How to mask SQL Server data using Dynamic data masking

In the world of today, information can be classified into sensitive and non-sensitive data. The sensitive data is classified as data that contains private, personally identifiable, financial, and security information, whose discovery can be misused and damage the reputation of a person or an organization.

Since sensitive data can cause damage or can be misused, both big corporations and small firms are looking to protect that data. For example, in the banking system, a payment card number stored in the database presents sensitive data that can be misused and that data must be protected from unauthorized use. One aspect of protecting sensitive data is insuring who can see sensitive data according to predefined security levels.

Dynamic data masking feature that Microsoft implemented in SQL Server 2016 version, allows users to mask SQL Server data based on predefined security levels. When dynamic data masking is used, sensitive data will be hidden from non-privileged users, i.e. non-privileged users will be served masked data, while privileged users (users with a higher level of security) will have access to real sensitive data. The good side of this feature is that it only hides sensitive data and does not change the actual data in the database.

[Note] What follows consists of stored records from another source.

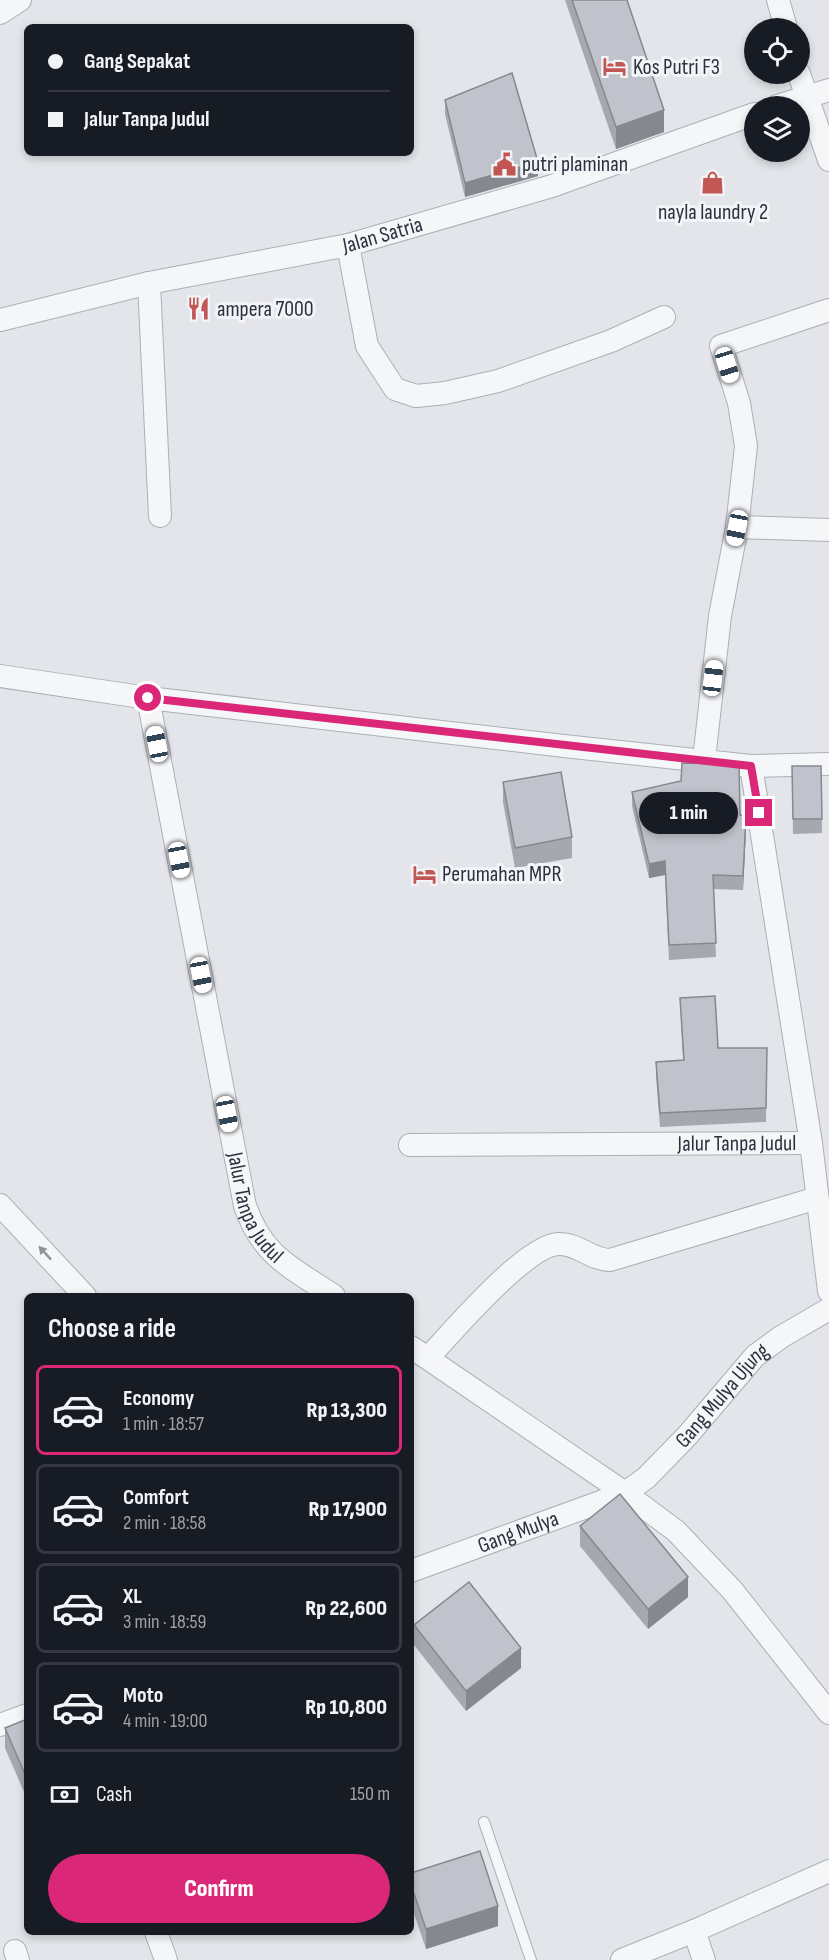 <!DOCTYPE html>
<meta charset="utf-8">
<style>
:root{--surface:#171b24;--page:#242831;--text:#f1f3f6;--muted:#9ea1a6;--line:#363941;--accent:#db2777}
body{margin:0;font-family:"Sofia Sans Condensed",sans-serif;background:var(--page);color:var(--text);height:100vh;display:flex;flex-direction:column;font-size:22px;white-space:nowrap}
*{box-sizing:border-box;margin:0}
p{font-size:20px;color:var(--muted)}
.icon{flex:none;width:33px;height:33px;fill:none;stroke:currentColor;stroke-width:2;stroke-linecap:round;stroke-linejoin:round}
.map{position:relative;flex:1;overflow:hidden}
.drawer{position:absolute;left:24px;top:1293px;width:390px;height:642px;display:flex;flex-direction:column;background:var(--surface);border-radius:9px;box-shadow:0 3px 9px #0003}
.drawer>*{flex:none}
.guide{position:absolute;left:24px;top:24px;width:390px;height:132px;border-radius:9px;box-shadow:0 3px 9px #0003;display:grid;align-content:center;height:132px;padding:0 24px;background:var(--surface)}
.tools{position:absolute;left:744px;top:18px;display:grid;gap:12px}
.tools a{display:grid;place-items:center;width:66px;height:66px;border-radius:50%;background:var(--surface);box-shadow:0 3px 9px #0003;font-size:30px}
.end{position:absolute;width:27px;height:27px;margin:-14px;border:8px solid #db2777;background:#fff;box-shadow:0 0 0 3px #fff}
.from{border-radius:50%}
.bubble{position:absolute;height:42px;border-radius:21px;background:var(--surface);box-shadow:0 3px 9px #0003;font-size:20px;font-weight:800;line-height:42px;text-align:center}
.car{position:absolute;width:18px;height:36px;margin:-18px -9px;border-radius:8px;box-shadow:0 0 4px 2px #0007;background:linear-gradient(#fff 24%,#345 0 40%,#fff 0 76%,#345 0 86%,#fff 0)}
.guide b{display:flex;align-items:center;gap:21px;height:57px;font-size:22px}
.guide b+b{border-top:2px solid var(--line)}
.guide i{width:15px;height:15px;background:var(--text)}
ul{padding:0;list-style:none}
li{display:flex;align-items:center;gap:18px;height:90px;margin:0 12px 9px;padding:0 12px;border:3px solid var(--line);border-radius:9px}
li div{flex:1}
li b{display:block;font-size:22px}
li em{font-style:normal;font-weight:800}
li.on{border-color:var(--accent)}
li>.icon{width:54px;height:54px;stroke-width:1.5}
h2{padding:0 24px;font-size:27px;line-height:72px}
.pay{display:flex;align-items:center;gap:15px;height:66px;padding:0 24px;font-size:22px}
.pay p{margin-inline-start:auto}
.button{display:flex;gap:12px;margin-top:auto;padding:12px 24px}
.button a{flex:1;height:69px;border-radius:36px;background:var(--accent);color:#fff;font-size:24px;font-weight:800;line-height:69px;text-align:center}
.map>svg:first-child{display:block}
</style>
<div class="map">
<svg width="829" height="1960" viewBox="0 0 829 1960">
<rect width="100%" height="100%" fill="#e3e5ea"/>
<g fill="none" stroke-linecap="round" stroke-linejoin="round">
<defs>
<path id="service" d="M484,1822L531,1960"/>
<g id="minor">
<path d="M778,0L786,28"/>
<path d="M0,13L20,0"/>
<path d="M799,74L829,160"/>
<path d="M777,106L829,90"/>
<path d="M348,245L367,346L395,389L416,396L445,393L498,381L611,341L664,317"/>
<path d="M149,283L160,516"/>
<path id="s1" d="M0,320L149,283L348,245L552,186L754,114"/>
<path d="M737,527L829,530"/>
<path d="M0,676L148,698L573,747L751,766L829,764"/>
<path id="s2" d="M148,698L245,1206C263,1257 291,1267 334,1296"/>
<path d="M704,760L720,616L737,527L746,446L739,403L721,346L829,310"/>
<path d="M751,766L811,1143L829,1291"/>
<path id="s3" d="M410,1145L811,1143"/>
<path d="M0,1205L85,1296"/>
<path d="M411,1347L625,1493L676,1531L732,1590L829,1713"/>
<path d="M428,1358C452,1332 525,1246 558,1244C578,1243 591,1260 610,1260L817,1198"/>
<path id="s4" d="M411,1571L625,1493L646,1478L687,1436L755,1356L781,1337L829,1309"/>
<path d="M0,1725L27,1715"/>
<path d="M156,1932L166,1960"/>
<path d="M15,1951L18,1960"/>
<path d="M622,1960L694,1931"/>
<path d="M704,1960L694,1931L829,1871"/>
</g>
</defs>
<!-- service casing -->
<use href="#service" stroke="#acafb7" stroke-width="12"/>
<!-- minor casing -->
<use href="#minor" stroke="#acafb7" stroke-width="24"/>
<!-- service -->
<use href="#service" stroke="#f5f6f8" stroke-width="10"/>
<!-- minor -->
<use href="#minor" stroke="#f5f6f8" stroke-width="22"/>
</g>
<!-- wall -->
<g fill="#a6a8af">
<path d="M565,0H627L664,132L616,149Z"/>
<path d="M445,100L538,176L465,197L445,114Z"/>
<path d="M792,766H821L822,833L793,834Z"/>
<path d="M503,782L572,837V858L515,868L503,802Z"/>
<path d="M632,792L740,815L746,829L743,890L713,889L716,957L669,960L665,875L649,878L632,806Z"/>
<path d="M680,998L718,1048H767L766,1122L660,1127L656,1076V1062L683,1060Z"/>
<path d="M580,1526L688,1597L648,1629L580,1546Z"/>
<path d="M414,1625L521,1668L466,1711L414,1645Z"/>
<path d="M27,1719V1799L5,1748V1728Z"/>
<path d="M411,1873L498,1926L426,1949L411,1905Z"/>
</g>
<!-- shaded-wall -->
<g fill="#87888f">
<path d="M664,110V132L616,149V127Z"/>
<path d="M538,162V176L465,197V183Z"/>
<path d="M746,815V829L743,890V876Z"/>
<path d="M665,861V875L649,878V864Z"/>
<path d="M688,1577V1597L648,1629V1609Z"/>
<path d="M521,1648V1668L466,1711V1691Z"/>
<path d="M498,1906V1926L426,1949V1929Z"/>
</g>
<!-- building -->
<g fill="#c1c3cc" stroke="#87888f" stroke-width="1.5">
<path d="M572,0H627L664,110L616,127Z"/>
<path d="M512,73L538,162L465,183L445,100Z"/>
<path d="M682,763L739,764L740,815H746L743,876L713,875L716,943L669,945L665,861L649,864L632,792L681,781Z"/>
<path d="M792,766H821L822,819H793Z"/>
<path d="M561,772L572,837L515,848L503,782Z"/>
<path d="M715,996L718,1048H767L766,1108L660,1113L656,1062L684,1060L680,998Z"/>
<path d="M620,1494L688,1577L648,1609L580,1526Z"/>
<path d="M469,1582L521,1648L466,1691L414,1625Z"/>
<path d="M27,1719V1779L5,1728Z"/>
<path d="M480,1851L498,1906L426,1929L411,1885V1873Z"/>
</g>
<!-- one-way arrows -->
<defs><path id="oneway-solid" d="M-6-.8H1V-3.2L6.5 0L1 3.2V.8H-6Z" transform="scale(1.5)"/></defs>
<use fill="#90949c" href="#oneway-solid" transform="translate(45 1253) rotate(-133)"/>
<g fill="none" stroke-linecap="round" stroke-linejoin="round">
<!-- route -->
<path stroke="#db2777" stroke-width="8" d="M148,698L751,766L759,813"/>
</g>
<!-- icons -->
<defs>
<symbol id="hotel-bare" viewBox="-9 -9 18 18"><path d="M-6-4.5h1.5V1H6V5H4.5V3h-9V5H-6ZM-4 0a1.8 1.8 0 1 1 3.6 0ZM.5 0V-2.5h3Q6-2.5 6 0Z" fill="#c15655" stroke="#f3f4f7" stroke-width="2.5" paint-order="stroke"/></symbol>
<symbol id="civic-bare" viewBox="-9 -9 18 18"><path d="M-.6-6.5H3V-4.5H.6V-3L4-1V1h2V6H-6V1h2V-1L-.6-3ZM-1.2 2.5V6h2.4V2.5Z" fill="#c15655" stroke="#f3f4f7" stroke-width="2.5" paint-order="stroke"/></symbol>
<symbol id="shop-bare" viewBox="-9 -9 18 18"><path d="M-5-2.5h2.3a2.7 3.5 0 0 1 5.4 0H5L5.5 6h-11ZM-1.5-2.5h3a1.5 2.3 0 0 0-3 0Z" fill="#c15655" stroke="#f3f4f7" stroke-width="2.5" paint-order="stroke"/></symbol>
<symbol id="restaurant-bare" viewBox="-9 -9 18 18"><path d="M-5-6h1v4h1v-4h1v4h1v-4h1v5L-1.5 .5V6h-2V.5L-5-1ZM5-6V6H3V1.5H1.5Q1.5-4 5-6Z" fill="#c15655" stroke="#f3f4f7" stroke-width="2.5" paint-order="stroke"/></symbol>
</defs>
<g fill-rule="evenodd">
<use href="#hotel-bare" x="598" y="50" width="33" height="33"/>
<use href="#civic-bare" x="488" y="148" width="33" height="33"/>
<use href="#shop-bare" x="696" y="166" width="33" height="33"/>
<use href="#restaurant-bare" x="182" y="292" width="33" height="33"/>
<use href="#hotel-bare" x="408" y="858" width="33" height="33"/>
</g>
<g text-anchor="middle" dominant-baseline="central" stroke-width="6" stroke-linejoin="round" paint-order="stroke">
<!-- poi labels -->
<g font-size="22" fill="#2c3140" stroke="#f3f4f7" text-anchor="start">
<text x="633" y="67">Kos Putri F3</text>
<text x="522" y="164">putri plaminan</text>
<text x="713" y="212" text-anchor="middle">nayla laundry 2</text>
<text x="217" y="309">ampera 7000</text>
<text x="442" y="874">Perumahan MPR</text>
</g>
<!-- street labels -->
<g font-size="22" fill="#2c3140" stroke="#f3f4f7">
<text stroke="none"><textPath href="#s1" startOffset="392">Jalan Satria</textPath></text>
<text stroke="none"><textPath href="#s3" startOffset="327">Jalur Tanpa Judul</textPath></text>
<text stroke="none"><textPath href="#s2" startOffset="522">Jalur Tanpa Judul</textPath></text>
<text stroke="none"><textPath href="#s4" startOffset="366">Gang Mulya Ujung</textPath></text>
<text stroke="none"><textPath href="#s4" startOffset="114">Gang Mulya</textPath></text>
</g>
</g>
</svg>
<div class="tools">
<a><svg class="icon" aria-label="locate" viewBox="0 0 24 24"><circle cx="12" cy="12" r="6"/><path d="M12 2v4M12 18v4M2 12h4M18 12h4"/></svg></a>
<a><svg class="icon" aria-label="layers" viewBox="0 0 24 24"><path d="M12 4l9 5-9 5-9-5zM3 14l9 5 9-5"/></svg></a>
</div>
<i class="end from" style="left:148px;top:698px"></i>
<i class="end" style="left:759px;top:813px"></i>
<div class="bubble" style="left:639px;top:792px;width:99px">1 min</div>
<i class="car" style="left:727px;top:365px;rotate:163deg"></i>
<i class="car" style="left:737px;top:528px;rotate:191deg"></i>
<i class="car" style="left:713px;top:678px;rotate:7deg"></i>
<i class="car" style="left:157px;top:744px;rotate:349deg"></i>
<i class="car" style="left:179px;top:860px;rotate:169deg"></i>
<i class="car" style="left:201px;top:975px;rotate:169deg"></i>
<i class="car" style="left:227px;top:1114px;rotate:169deg"></i>
<div class="guide">
<b><i class="from"></i>Gang Sepakat</b>
<b><i></i>Jalur Tanpa Judul</b>
</div>
<section class="drawer">
<h2>Choose a ride</h2>
<ul>
<li class="on"><svg class="icon" aria-label="car" viewBox="0 0 24 24"><path d="M5 17H2v-5l4-1 3-4h7l3 4 3 1v5h-3M9 17h6M6 11h13"/><circle cx="7" cy="17" r="2"/><circle cx="17" cy="17" r="2"/></svg><div><b>Economy</b><p>1 min · 18:57</p></div><em>Rp 13,300</em></li>
<li><svg class="icon" aria-label="car" viewBox="0 0 24 24"><path d="M5 17H2v-5l4-1 3-4h7l3 4 3 1v5h-3M9 17h6M6 11h13"/><circle cx="7" cy="17" r="2"/><circle cx="17" cy="17" r="2"/></svg><div><b>Comfort</b><p>2 min · 18:58</p></div><em>Rp 17,900</em></li>
<li><svg class="icon" aria-label="car" viewBox="0 0 24 24"><path d="M5 17H2v-5l4-1 3-4h7l3 4 3 1v5h-3M9 17h6M6 11h13"/><circle cx="7" cy="17" r="2"/><circle cx="17" cy="17" r="2"/></svg><div><b>XL</b><p>3 min · 18:59</p></div><em>Rp 22,600</em></li>
<li><svg class="icon" aria-label="car" viewBox="0 0 24 24"><path d="M5 17H2v-5l4-1 3-4h7l3 4 3 1v5h-3M9 17h6M6 11h13"/><circle cx="7" cy="17" r="2"/><circle cx="17" cy="17" r="2"/></svg><div><b>Moto</b><p>4 min · 19:00</p></div><em>Rp 10,800</em></li>
</ul>
<div class="pay"><svg class="icon" aria-label="cash" viewBox="0 0 24 24"><path d="M3 7h18v10H3z"/><circle cx="12" cy="12" r="2"/></svg>Cash<p>150 m</p></div>
<div class="button"><a>Confirm</a></div>
</section>
</div>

In this article, two ways of using the Dynamic data masking will be explained:

  • By T-SQL code in SQL Server Management Studio
  • By ApexSQL Mask

Mask SQL Server data using Dynamic data masking feature in SQL Server

In SQL Server 2016 and newer versions, Microsoft offers some pre-defined types of masks that will use to specify the Dynamic data masking. The Dynamic data masking types are:

  • Default data masking
  • Random data masking
  • Email data masking
  • Custom data masking

To explain and demonstrate each type of dynamic data masking, the table dbo.Customer will be created in the sample AdventureWorks2019 database:

USE [AdventureWorks2019]
GO

CREATE TABLE Customer (
Customer_ID INT IDENTITY(1, 1) PRIMARY KEY
,First_Name NVARCHAR(10) NOT NULL
,Last_Name NVARCHAR(10) NOT NULL
,Date_Of_Birth DATETIME NULL
,Montly_bill INT NULL
,Email NVARCHAR(50) NULL
,Credit_Card_Number NVARCHAR(25) NOT NULL
)

That newly created table will be populated with sample sensitive data, and then will be masked using different types of Dynamic data masking. Table dbo.Customer will be populated with 10 new test records with the help of ApexSQL Generate, test data generator tool:

The Customer table which sensitive data will be masked

When the table is created and populated with test data, the next step is to create a new user with the name “Test”, which will have read-only access over the newly created table:

CREATE USER Test WITHOUT LOGIN;
GRANT SELECT ON Customer to Test;

If the newly created read-only user queries data from the dbo.Customer table:

USE AdventureWorks2019
GO
EXECUTE AS USER = 'Test';
SELECT * FROM Customer;
REVERT;

All sensitive data from the table will be presented to the Test user, which could potentially be a security breach depending on the level of authority. However, by using dynamic data masking in SQL Server, the authorized persons can mask data presented to the non-privileged users and in this way prevent a security break.

With which predefined type of dynamic data masking the sensitive data will be masked depends on the data type of the column to be masked. In the next part, the article will explain previously mentioned predefined types of dynamic data masking in detail.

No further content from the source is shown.